Das Orchester unter der Leitung von Michael Zehetner schafft bei aller geforderten Virtuosität einen erstaunlich vollen Klang und lässt am Tempo nichts anbrennen. Ballett und Chor sind der lebhaft bunte Rahmen für die Solisten, die durchwegs eine tolle Performance abliefern. Der letztlich zum Trottel gemachte Gabriel Eisenstein war bei der Premiere ein überzeugender Paul Armin Edelmann, dessen notorischer Aufreißer bekanntlich bei der eigenen Frau Rosalinde seine Uhr verliert.

Die elegante Cornelia Horak schwankt nachvollziehbar zwischen dem untreuen Ehemann und dem ständig hohe Töne probierenden Liebhaber Alfred (Clemens Kerschbaumer).

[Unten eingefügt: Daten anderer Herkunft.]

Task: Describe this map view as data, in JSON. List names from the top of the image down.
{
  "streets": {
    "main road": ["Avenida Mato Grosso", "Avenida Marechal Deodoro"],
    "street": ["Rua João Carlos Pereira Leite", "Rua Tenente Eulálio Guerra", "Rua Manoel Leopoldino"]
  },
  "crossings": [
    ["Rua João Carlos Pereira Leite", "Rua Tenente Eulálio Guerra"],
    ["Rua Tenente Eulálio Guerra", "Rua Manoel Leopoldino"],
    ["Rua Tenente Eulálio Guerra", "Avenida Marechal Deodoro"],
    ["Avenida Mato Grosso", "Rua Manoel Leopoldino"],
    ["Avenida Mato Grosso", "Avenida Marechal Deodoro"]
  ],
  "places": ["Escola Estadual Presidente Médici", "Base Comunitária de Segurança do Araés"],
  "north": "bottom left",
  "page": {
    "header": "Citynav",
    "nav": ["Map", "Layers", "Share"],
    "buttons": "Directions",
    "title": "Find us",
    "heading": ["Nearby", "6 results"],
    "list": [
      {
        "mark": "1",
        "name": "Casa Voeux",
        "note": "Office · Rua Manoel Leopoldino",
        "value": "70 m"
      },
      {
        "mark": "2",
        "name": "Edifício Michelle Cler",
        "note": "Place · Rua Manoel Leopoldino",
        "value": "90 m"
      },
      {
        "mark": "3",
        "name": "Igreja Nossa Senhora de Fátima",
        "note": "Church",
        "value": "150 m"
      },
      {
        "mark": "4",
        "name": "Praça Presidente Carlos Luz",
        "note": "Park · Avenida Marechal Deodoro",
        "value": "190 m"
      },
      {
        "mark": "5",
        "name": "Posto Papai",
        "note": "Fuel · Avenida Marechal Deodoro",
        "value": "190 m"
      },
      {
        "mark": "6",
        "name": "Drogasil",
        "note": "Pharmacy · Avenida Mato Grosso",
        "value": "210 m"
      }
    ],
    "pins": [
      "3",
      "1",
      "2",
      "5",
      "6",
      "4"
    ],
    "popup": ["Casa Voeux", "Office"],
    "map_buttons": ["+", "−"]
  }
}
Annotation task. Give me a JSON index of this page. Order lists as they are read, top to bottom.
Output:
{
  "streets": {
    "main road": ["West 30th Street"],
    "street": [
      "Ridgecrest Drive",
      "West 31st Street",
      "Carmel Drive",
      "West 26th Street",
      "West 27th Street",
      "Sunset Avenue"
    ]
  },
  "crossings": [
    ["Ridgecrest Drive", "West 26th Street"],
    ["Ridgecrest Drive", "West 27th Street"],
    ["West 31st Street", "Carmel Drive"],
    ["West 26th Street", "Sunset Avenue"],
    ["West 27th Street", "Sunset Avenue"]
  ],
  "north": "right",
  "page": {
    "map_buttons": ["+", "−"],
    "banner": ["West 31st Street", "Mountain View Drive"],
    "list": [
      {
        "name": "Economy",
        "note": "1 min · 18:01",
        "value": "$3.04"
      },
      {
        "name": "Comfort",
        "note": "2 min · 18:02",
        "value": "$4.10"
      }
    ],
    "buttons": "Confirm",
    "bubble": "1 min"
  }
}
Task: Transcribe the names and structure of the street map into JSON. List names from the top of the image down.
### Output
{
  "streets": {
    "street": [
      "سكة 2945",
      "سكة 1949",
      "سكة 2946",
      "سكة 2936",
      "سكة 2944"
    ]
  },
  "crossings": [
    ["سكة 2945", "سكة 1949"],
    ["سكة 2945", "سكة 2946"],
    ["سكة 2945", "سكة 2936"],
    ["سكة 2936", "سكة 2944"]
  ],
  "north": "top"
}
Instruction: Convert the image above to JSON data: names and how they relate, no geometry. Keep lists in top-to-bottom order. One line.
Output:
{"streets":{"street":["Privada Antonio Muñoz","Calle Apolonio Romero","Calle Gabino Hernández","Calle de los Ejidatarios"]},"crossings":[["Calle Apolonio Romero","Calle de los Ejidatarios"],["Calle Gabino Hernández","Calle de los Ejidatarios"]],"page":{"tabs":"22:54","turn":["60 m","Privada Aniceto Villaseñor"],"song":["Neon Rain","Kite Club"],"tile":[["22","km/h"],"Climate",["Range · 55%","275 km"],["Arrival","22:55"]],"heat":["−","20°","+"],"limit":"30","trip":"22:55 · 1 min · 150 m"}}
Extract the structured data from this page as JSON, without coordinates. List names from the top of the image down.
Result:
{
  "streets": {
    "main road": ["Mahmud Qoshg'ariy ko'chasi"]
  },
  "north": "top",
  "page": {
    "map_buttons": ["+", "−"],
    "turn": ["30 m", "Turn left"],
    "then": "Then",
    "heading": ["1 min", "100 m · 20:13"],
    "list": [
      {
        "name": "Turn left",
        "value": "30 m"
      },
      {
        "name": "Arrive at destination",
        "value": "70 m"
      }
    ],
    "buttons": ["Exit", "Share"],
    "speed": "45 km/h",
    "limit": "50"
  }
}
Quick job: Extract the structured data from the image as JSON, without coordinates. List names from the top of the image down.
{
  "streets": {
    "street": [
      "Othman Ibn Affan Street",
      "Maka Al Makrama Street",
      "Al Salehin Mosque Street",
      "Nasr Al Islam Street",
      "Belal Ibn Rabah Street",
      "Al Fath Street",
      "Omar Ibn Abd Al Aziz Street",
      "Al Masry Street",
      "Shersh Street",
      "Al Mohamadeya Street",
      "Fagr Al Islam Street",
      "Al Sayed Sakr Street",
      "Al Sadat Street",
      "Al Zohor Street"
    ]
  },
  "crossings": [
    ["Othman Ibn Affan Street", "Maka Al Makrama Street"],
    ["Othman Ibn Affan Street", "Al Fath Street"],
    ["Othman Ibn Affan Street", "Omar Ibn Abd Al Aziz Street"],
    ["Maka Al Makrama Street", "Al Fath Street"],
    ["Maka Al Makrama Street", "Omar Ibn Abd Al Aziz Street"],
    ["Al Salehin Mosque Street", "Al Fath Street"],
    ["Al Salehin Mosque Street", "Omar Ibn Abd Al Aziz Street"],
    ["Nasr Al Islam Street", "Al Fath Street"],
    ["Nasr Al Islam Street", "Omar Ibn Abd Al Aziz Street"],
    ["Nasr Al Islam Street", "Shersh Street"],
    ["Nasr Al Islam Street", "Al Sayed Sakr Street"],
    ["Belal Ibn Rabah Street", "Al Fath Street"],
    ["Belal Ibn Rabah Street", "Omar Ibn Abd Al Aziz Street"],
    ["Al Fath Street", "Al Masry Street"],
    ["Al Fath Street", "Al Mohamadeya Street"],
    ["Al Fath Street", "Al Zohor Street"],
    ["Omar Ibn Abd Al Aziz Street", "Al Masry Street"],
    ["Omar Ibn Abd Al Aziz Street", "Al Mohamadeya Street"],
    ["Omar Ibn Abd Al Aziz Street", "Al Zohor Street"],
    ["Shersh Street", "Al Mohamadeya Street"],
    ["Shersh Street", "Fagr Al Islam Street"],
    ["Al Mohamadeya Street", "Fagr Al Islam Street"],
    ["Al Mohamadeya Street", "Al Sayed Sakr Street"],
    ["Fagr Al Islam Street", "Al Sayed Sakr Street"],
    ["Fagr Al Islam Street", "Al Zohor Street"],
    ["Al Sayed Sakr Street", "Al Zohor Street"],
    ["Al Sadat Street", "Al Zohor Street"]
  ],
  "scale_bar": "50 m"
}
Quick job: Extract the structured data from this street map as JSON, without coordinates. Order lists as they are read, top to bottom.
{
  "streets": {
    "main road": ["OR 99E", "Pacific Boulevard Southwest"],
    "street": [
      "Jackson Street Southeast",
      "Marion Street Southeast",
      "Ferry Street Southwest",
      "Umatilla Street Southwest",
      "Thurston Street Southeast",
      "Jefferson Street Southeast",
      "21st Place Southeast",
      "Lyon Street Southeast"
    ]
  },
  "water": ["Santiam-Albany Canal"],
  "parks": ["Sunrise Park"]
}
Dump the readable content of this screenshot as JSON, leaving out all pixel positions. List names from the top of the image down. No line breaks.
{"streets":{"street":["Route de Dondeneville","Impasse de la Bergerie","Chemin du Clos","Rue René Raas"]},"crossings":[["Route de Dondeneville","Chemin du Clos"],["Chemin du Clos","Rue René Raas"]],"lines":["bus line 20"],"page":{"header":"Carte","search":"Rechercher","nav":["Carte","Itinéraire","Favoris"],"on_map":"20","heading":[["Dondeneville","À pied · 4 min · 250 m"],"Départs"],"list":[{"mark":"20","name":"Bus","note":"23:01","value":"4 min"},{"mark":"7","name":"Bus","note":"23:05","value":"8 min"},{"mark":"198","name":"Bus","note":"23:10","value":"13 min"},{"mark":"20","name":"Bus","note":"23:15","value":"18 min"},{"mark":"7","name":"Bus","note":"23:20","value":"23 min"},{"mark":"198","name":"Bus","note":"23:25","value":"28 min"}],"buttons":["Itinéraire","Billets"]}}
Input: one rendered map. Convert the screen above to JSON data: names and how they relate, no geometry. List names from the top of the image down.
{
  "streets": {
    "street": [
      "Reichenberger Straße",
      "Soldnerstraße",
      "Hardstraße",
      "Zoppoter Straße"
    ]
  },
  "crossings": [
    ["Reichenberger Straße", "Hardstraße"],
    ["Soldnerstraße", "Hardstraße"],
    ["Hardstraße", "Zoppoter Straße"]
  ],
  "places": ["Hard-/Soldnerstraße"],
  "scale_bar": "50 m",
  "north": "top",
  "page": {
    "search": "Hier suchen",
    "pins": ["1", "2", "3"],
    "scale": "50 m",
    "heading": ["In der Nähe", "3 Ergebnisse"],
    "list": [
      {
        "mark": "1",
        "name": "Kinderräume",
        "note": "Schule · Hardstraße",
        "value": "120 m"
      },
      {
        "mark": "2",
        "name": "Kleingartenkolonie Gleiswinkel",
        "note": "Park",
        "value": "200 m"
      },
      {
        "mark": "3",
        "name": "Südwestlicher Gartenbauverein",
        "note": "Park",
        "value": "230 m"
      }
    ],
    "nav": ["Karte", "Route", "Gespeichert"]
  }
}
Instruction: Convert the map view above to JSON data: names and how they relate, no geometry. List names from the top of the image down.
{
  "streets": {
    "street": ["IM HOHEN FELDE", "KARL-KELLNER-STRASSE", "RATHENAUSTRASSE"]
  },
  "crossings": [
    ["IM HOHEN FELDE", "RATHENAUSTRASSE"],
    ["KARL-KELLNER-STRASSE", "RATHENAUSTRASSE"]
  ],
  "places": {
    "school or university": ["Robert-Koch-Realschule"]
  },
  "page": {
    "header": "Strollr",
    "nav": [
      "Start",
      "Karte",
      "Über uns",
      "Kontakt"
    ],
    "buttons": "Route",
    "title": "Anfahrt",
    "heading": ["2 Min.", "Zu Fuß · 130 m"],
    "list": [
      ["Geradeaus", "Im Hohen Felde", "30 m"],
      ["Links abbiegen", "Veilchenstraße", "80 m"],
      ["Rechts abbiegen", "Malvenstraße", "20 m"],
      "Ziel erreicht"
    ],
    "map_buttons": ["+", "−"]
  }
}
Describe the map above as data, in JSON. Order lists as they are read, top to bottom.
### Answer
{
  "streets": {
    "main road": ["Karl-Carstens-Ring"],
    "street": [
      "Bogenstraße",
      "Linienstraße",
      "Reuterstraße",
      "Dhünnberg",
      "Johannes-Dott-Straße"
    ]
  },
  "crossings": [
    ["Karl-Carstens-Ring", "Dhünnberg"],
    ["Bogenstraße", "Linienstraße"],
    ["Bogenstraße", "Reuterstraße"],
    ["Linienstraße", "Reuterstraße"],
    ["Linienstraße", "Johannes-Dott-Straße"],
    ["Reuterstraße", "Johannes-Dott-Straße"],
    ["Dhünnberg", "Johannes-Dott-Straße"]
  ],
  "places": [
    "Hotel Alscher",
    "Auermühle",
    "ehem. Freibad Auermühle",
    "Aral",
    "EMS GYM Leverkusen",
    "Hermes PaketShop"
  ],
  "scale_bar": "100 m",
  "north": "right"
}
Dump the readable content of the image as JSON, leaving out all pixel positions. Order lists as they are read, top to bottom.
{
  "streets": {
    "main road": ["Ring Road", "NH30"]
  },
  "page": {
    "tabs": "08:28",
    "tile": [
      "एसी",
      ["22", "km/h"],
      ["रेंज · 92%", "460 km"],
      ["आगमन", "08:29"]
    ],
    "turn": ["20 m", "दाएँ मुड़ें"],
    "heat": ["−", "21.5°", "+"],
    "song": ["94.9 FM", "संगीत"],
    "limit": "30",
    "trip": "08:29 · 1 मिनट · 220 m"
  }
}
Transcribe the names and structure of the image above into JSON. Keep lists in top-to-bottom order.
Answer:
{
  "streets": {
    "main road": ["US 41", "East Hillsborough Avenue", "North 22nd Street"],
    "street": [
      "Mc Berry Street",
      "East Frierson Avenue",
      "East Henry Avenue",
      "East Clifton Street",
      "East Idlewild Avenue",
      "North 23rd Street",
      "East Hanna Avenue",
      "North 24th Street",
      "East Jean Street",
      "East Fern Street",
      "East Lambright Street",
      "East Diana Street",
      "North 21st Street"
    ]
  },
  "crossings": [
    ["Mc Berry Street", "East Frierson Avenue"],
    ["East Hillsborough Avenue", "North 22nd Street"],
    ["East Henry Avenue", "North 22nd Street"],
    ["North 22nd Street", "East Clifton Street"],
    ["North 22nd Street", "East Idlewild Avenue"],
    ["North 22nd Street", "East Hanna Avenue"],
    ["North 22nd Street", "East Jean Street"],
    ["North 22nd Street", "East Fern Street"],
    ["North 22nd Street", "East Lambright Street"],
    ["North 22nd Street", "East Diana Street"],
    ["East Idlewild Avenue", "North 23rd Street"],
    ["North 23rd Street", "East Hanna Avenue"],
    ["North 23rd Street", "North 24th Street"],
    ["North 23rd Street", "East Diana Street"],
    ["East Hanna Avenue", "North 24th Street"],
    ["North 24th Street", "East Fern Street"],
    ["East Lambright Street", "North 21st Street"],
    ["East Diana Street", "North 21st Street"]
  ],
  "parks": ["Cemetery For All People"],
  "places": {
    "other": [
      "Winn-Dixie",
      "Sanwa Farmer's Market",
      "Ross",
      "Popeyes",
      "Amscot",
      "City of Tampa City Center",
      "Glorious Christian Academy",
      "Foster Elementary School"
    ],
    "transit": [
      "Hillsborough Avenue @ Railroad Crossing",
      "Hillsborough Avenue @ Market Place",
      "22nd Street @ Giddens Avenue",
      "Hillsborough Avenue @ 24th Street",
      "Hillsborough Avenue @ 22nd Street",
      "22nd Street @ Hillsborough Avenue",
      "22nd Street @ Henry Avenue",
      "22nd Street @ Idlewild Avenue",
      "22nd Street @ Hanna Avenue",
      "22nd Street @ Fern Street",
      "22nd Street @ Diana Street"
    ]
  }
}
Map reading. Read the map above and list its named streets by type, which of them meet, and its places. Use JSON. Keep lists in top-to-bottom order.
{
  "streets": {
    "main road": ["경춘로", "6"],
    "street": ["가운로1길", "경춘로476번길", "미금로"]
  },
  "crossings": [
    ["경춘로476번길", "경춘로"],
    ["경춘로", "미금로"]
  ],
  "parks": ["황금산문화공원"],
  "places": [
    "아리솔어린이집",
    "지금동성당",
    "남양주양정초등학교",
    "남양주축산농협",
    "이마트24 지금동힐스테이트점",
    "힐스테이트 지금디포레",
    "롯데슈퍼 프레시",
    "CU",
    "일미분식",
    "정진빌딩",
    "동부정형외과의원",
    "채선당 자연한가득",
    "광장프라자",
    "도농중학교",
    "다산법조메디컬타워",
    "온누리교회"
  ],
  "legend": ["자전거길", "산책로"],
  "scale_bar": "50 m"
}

Gefängnisdirektor Frank ist mit Gezim Berisha ausnahmsweise ein schlanker, strahlender Tenor, was seiner Autorität als „Chevalier Chagrin“ keinerlei Abbruch tut. Aufhorchen lässt Loes Cools als Adele. Ihr klarer Sopran ist eine Wonne als Unschuld vom Lande und setzt sich locker im Ensemble durch. Deren abgelaufene Schwester Ida hingegen hält sich an das Wienerische einer Kabarettistin, kein Wunder bei Angelika Niedetzky. Ein verlässlich komischer Dr. Blind ist Beppo Binder. Und der Prinz Orlofsky? Verena Scheitz macht mit Respekt gebietendem Dekolleté und Haarkranz a la Julija Timoschenko klar, dass auch eine Frau den in jeder Beziehung saturierten Russen übernehmen kann. Sie ist eben die stinkreiche Oligarchin Alexandra Orlofskaya, die längst das Casino erworben hat, um darin Wodkaorgien im Rahmen eines ausgelassenen Clubbings ganz im Sinne von Dr. Falke (Thomas Zisterer) abzufeiern.